DISPATCH:  Sir, may I have your name please?

ME:  Mr. Warner.

DISPATCH:  Okay Mr. Warner, it looks like you live on Brown Road?

ME:  Yes I do… I write a blog called Brown Road Chronicles… it’s very funny… have you read it.

DISPATCH:  No, I have not read it… I’m very busy sir, can we please get back to the reason for your call?

ME:  Oh, yes, I’m sorry. I need to cancel that kidnapping report.

DISPATCH:  Okay, let me find your file… one moment, please.

A few minutes later

DISPATCH:  Okay, sir, I am looking at your file.  It looks like you reported your children missing this past Tuesday morning.  That was the first day of school, correct?

ME:  Yes, the first day of school.

DISPATCH:  Did you see your kids that morning?

ME:  No… just the two other kids.

DISPATCH:  Uhhh… who are the two other kids?

ME:  Well you see, when I woke up that morning there were these two other kids in my house. They were wide awake and ready to go to school. They looked familiar, but they were definitely not my kids.

DISPATCH:  Whose kids were they?

ME:  I don’t know sir… I didn’t really recognize them… but they were very pleasant… they must have very good and responsible parents. They were here Wednesday morning also.

DISPATCH:  And your own kids were gone?

ME:  Yes, they appeared to be gone. There was just those two other kids… that’s when I reported the kidnapping.

DISPATCH:  Ummm… okay…. but your kids are back now?

ME:  Yes, yes, I’m pretty sure they’ve been returned safely.

DISPATCH:  What do you mean, you are pretty sure? Are you not sure?

ME:  No, I’m pretty sure.

DISPATCH:  Sir, kidnapping is a serious situation.  Are you sure your kids are there with you?

ME:  Well they’re not with me right now… they’re probably at home.  I am not at home right now, but I drove them to school this morning.

DISPATCH:  So they were at home this morning?

ME:  Yes, I’m pretty sure it was them.

DISPATCH:  And not those other kids that you referred to.

ME:  Yes, yes, not those other kids.  You see, when I went into my son’s bedroom this morning he complained about getting up. After three or four times, he finally got up, but then he lied on the couch and didn’t want to get ready for school and he didn’t want to get his own breakfast.  So I’m pretty sure that it was my son and not that other boy… you know… the one that was here on Tuesday and Wednesday… he didn’t do any of that stuff.

DISPATCH:  Uhhhh…. okay… and your daughter… is she home safely as well?

ME:  I think so.

DISPATCH:  You think so?

ME:  Yes, you see, after the fourth or fifth trip upstairs to get her to wake up, she finally got up, and then she was running around quite chaotically and very disorganized, looking for her school supplies and the stuff she needed for volleyball practice. So I’m pretty sure that it was my daughter and not that other girl… you know… the one that was here on Tuesday and Wednesday… she had all her stuff very organized and packed and ready to go.
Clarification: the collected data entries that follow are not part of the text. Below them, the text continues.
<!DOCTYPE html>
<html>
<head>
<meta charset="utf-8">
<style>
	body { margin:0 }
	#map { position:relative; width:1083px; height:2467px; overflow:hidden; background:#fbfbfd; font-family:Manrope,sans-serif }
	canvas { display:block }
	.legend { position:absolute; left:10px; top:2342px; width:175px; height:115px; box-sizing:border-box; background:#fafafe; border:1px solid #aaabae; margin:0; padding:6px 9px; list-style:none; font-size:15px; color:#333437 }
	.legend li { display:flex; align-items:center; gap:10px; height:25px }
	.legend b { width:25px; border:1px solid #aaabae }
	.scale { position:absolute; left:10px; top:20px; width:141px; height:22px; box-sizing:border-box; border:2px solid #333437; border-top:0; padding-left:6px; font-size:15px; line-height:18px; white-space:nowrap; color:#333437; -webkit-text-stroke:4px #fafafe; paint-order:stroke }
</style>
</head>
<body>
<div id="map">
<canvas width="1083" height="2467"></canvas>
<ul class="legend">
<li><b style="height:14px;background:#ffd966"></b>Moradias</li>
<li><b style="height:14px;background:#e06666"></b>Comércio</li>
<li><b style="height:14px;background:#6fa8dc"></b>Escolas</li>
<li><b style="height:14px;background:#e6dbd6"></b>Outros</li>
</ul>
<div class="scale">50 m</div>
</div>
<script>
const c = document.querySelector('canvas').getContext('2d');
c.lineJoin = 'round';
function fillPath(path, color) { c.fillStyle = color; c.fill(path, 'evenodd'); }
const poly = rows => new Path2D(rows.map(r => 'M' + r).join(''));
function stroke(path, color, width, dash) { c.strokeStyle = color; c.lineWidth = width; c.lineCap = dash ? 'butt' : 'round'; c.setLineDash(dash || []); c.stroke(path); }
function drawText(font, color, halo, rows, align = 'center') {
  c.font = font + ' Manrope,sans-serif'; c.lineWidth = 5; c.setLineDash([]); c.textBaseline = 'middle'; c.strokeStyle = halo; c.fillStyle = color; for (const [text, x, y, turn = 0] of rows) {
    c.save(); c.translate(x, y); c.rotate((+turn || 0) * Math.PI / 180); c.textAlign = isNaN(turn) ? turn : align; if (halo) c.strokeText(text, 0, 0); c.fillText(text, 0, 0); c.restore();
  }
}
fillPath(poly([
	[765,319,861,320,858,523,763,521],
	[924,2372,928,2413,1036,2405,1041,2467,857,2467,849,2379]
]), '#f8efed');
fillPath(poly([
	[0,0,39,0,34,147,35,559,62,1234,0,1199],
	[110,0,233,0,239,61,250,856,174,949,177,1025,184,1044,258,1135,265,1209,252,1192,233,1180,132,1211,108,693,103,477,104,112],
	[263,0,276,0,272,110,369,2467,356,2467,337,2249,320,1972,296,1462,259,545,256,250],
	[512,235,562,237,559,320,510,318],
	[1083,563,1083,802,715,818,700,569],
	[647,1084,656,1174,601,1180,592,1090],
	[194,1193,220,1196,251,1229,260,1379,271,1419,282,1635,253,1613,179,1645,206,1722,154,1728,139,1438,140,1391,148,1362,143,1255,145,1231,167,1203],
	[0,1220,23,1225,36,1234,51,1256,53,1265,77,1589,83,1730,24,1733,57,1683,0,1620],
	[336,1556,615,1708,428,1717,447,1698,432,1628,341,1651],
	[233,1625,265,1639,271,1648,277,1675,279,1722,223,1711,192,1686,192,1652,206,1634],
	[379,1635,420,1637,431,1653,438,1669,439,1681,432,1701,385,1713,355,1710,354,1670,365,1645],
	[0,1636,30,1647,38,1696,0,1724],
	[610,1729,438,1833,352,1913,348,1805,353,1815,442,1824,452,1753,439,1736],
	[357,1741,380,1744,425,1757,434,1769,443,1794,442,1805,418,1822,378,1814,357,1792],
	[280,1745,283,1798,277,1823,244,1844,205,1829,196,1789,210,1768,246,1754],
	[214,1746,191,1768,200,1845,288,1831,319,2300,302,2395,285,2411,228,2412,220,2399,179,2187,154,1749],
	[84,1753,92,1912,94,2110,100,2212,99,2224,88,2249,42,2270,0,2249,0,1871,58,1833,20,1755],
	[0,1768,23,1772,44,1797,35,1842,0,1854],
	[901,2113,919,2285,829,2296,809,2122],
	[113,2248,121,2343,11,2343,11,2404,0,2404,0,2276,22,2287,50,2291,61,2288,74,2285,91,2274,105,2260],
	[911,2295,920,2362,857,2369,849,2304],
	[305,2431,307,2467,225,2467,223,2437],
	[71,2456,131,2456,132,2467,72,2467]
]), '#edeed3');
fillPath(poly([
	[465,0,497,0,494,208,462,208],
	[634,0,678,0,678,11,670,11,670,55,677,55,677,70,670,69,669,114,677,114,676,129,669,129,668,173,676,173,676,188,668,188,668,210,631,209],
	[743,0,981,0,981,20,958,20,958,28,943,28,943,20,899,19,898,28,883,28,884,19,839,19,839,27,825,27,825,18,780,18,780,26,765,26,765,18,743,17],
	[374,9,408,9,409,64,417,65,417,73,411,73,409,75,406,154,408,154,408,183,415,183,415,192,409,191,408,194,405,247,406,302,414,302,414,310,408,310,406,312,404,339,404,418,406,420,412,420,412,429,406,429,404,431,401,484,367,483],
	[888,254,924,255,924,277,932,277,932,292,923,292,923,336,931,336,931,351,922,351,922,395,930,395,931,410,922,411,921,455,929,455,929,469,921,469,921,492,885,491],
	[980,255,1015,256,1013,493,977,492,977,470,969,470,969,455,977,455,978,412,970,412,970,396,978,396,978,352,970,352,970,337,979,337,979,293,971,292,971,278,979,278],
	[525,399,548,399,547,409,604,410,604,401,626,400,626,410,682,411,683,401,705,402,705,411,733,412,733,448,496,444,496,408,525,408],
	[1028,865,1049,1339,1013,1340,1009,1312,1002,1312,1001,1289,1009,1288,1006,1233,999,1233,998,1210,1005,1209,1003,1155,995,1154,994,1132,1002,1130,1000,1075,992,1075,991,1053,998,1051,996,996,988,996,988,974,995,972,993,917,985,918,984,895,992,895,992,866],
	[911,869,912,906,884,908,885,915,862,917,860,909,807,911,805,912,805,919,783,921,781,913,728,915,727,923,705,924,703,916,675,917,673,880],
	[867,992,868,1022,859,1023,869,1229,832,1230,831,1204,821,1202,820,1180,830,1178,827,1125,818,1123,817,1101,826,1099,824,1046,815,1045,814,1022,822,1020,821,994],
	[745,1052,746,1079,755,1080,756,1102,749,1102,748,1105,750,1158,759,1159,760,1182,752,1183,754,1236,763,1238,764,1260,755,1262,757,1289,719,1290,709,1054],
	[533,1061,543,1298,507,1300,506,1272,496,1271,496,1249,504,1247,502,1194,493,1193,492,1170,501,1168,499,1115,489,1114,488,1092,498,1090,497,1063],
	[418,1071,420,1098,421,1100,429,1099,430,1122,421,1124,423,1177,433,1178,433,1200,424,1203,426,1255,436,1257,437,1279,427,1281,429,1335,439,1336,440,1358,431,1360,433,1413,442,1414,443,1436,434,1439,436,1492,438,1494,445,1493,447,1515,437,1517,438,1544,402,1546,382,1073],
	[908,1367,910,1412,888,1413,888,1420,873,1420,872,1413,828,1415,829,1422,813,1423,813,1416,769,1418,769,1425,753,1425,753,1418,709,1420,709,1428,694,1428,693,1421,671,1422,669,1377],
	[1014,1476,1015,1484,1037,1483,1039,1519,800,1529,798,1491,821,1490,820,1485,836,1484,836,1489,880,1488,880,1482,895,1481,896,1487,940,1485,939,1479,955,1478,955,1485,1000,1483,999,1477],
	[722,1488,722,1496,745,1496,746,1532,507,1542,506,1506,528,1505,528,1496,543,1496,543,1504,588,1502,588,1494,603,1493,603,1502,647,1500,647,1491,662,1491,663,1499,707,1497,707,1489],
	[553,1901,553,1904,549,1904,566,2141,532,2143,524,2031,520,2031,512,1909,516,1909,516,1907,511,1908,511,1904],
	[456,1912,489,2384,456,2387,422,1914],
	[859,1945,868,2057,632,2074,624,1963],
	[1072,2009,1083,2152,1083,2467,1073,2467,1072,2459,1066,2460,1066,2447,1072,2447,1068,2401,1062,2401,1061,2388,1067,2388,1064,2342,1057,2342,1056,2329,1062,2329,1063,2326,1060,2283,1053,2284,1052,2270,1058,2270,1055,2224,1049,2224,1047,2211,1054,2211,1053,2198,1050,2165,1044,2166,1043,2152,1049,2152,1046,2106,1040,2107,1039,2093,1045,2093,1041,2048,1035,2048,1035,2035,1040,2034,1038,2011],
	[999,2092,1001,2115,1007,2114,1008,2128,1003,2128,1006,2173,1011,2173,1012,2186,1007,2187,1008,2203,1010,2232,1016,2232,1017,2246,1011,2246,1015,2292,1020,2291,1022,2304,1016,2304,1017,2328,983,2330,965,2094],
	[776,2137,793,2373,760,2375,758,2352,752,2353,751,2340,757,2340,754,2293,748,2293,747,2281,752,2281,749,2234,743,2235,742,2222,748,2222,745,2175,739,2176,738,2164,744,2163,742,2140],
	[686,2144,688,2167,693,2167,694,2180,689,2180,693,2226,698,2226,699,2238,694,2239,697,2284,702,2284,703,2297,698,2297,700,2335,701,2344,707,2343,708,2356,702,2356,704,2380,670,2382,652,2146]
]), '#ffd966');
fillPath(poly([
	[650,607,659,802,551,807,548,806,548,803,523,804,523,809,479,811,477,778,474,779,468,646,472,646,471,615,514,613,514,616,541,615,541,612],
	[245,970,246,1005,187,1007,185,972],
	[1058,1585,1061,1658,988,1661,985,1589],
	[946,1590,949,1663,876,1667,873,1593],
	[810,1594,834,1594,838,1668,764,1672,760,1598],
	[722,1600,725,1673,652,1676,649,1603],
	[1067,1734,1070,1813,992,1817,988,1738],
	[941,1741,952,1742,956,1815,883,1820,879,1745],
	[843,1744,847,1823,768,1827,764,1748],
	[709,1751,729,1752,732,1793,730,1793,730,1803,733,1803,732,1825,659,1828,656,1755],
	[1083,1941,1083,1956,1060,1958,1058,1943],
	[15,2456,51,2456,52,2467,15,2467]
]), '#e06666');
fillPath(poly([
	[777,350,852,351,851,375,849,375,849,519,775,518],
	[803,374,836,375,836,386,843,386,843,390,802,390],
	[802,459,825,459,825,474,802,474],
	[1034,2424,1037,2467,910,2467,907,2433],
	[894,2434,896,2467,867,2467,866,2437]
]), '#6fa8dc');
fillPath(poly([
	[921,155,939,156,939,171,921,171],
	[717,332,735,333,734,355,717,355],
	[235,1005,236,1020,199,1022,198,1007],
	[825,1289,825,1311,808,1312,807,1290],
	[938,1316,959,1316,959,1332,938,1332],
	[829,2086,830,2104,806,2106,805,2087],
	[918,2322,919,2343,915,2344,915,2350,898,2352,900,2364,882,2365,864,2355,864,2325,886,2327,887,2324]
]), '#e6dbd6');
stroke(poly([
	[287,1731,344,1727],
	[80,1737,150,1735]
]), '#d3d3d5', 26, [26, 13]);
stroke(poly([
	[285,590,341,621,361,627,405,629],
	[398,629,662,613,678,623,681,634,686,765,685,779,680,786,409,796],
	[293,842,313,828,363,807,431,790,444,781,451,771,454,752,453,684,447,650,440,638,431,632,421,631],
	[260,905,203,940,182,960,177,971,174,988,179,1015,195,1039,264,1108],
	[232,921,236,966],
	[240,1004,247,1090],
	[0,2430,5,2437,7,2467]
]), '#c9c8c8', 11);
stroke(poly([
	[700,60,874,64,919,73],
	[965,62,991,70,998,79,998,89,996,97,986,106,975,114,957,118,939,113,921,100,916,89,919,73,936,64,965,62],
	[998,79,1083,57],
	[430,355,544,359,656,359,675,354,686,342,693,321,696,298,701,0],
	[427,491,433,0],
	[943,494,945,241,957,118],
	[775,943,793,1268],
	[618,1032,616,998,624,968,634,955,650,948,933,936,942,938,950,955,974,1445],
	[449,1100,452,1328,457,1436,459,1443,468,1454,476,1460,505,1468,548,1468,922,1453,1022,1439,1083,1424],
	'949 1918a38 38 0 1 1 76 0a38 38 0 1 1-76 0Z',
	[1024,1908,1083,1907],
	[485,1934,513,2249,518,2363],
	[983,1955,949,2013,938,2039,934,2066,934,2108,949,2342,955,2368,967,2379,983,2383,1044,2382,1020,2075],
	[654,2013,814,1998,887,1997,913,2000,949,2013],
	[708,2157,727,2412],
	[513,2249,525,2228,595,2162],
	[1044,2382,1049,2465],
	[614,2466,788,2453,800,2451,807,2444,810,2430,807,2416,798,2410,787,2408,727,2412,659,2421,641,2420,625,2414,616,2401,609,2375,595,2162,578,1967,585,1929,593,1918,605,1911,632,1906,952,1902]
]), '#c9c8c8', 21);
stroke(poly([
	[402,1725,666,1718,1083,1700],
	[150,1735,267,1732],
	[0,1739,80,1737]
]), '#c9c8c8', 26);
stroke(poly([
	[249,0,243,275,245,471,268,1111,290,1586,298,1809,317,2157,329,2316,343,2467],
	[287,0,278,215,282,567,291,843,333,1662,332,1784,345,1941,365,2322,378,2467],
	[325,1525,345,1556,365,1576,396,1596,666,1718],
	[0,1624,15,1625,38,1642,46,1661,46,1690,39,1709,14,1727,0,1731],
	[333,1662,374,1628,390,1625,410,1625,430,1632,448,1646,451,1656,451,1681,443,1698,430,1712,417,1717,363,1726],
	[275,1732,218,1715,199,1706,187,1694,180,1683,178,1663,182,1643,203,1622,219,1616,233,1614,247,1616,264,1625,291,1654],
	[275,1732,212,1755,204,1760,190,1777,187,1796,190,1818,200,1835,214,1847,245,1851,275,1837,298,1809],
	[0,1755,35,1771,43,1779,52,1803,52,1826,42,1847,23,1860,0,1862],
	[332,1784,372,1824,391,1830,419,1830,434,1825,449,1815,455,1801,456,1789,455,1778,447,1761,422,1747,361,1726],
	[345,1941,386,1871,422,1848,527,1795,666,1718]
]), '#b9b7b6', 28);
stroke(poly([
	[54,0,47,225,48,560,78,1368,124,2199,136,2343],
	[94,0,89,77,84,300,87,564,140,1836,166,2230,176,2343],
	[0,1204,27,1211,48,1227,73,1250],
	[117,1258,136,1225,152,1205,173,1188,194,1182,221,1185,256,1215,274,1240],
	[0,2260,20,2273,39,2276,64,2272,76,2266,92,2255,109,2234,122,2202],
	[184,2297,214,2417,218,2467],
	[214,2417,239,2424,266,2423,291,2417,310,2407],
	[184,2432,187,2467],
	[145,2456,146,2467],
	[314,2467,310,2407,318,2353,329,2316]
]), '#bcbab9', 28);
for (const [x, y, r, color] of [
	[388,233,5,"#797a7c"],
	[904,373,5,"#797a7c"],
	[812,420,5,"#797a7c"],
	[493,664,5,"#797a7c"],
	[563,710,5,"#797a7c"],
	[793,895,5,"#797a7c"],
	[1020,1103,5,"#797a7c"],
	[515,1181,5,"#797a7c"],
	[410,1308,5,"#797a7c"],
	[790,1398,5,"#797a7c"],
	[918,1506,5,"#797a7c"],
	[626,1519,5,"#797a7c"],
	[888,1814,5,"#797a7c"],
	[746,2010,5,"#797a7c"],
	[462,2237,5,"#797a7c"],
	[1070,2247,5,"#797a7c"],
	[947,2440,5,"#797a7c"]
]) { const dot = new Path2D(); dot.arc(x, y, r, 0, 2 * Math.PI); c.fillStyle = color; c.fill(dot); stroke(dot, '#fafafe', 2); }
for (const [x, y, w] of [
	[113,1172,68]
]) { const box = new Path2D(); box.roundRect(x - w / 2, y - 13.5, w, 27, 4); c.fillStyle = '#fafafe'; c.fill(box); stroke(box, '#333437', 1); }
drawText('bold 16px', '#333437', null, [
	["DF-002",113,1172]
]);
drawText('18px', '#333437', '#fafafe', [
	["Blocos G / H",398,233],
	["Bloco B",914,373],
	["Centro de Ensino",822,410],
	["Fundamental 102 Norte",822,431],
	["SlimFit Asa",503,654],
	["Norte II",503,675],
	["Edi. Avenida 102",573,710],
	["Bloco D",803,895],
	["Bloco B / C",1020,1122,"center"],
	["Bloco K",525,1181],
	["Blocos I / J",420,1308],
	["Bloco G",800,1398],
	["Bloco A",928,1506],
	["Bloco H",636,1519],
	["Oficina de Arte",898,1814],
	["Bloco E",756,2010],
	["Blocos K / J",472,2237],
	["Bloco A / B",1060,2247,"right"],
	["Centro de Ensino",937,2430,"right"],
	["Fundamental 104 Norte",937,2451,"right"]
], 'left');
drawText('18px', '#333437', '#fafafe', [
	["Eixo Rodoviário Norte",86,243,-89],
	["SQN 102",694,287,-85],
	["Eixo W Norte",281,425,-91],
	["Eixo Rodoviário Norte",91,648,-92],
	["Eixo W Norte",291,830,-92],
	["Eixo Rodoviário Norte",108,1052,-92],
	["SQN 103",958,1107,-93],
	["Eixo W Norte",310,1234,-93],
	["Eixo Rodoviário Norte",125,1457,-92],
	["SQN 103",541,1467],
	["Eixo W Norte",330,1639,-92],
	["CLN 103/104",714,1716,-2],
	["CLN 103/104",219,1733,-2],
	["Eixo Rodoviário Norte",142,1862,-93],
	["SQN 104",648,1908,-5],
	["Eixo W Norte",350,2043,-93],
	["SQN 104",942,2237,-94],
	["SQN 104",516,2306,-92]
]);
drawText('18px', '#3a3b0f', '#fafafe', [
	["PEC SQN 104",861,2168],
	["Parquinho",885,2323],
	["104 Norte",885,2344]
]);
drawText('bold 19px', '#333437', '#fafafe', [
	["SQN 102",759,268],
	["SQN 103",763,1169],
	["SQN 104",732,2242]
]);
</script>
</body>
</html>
DISPATCH:  Sir, have you ever heard the expression “the honeymoon is over”? I think maybe that was just your own kids and they were excited to go to school on those first two days.  It doesn’t take long for kids to get back into their old habits though.  Two days might be a record… I hate to say it, but I think the honeymoon may be over.

ME:  So you don’t think they were missing?

DISPATCH:  No, I think everything was okay. They’re kids… and that’s how kids are.  I will go ahead and close up this case.  Is there anything else I can help you with today?

ME:  Do you have a calendar there?

DISPATCH:  Yes I do… is there something I can look up for you?

ME:  Yes, please… can you tell me how many days until summer vacation?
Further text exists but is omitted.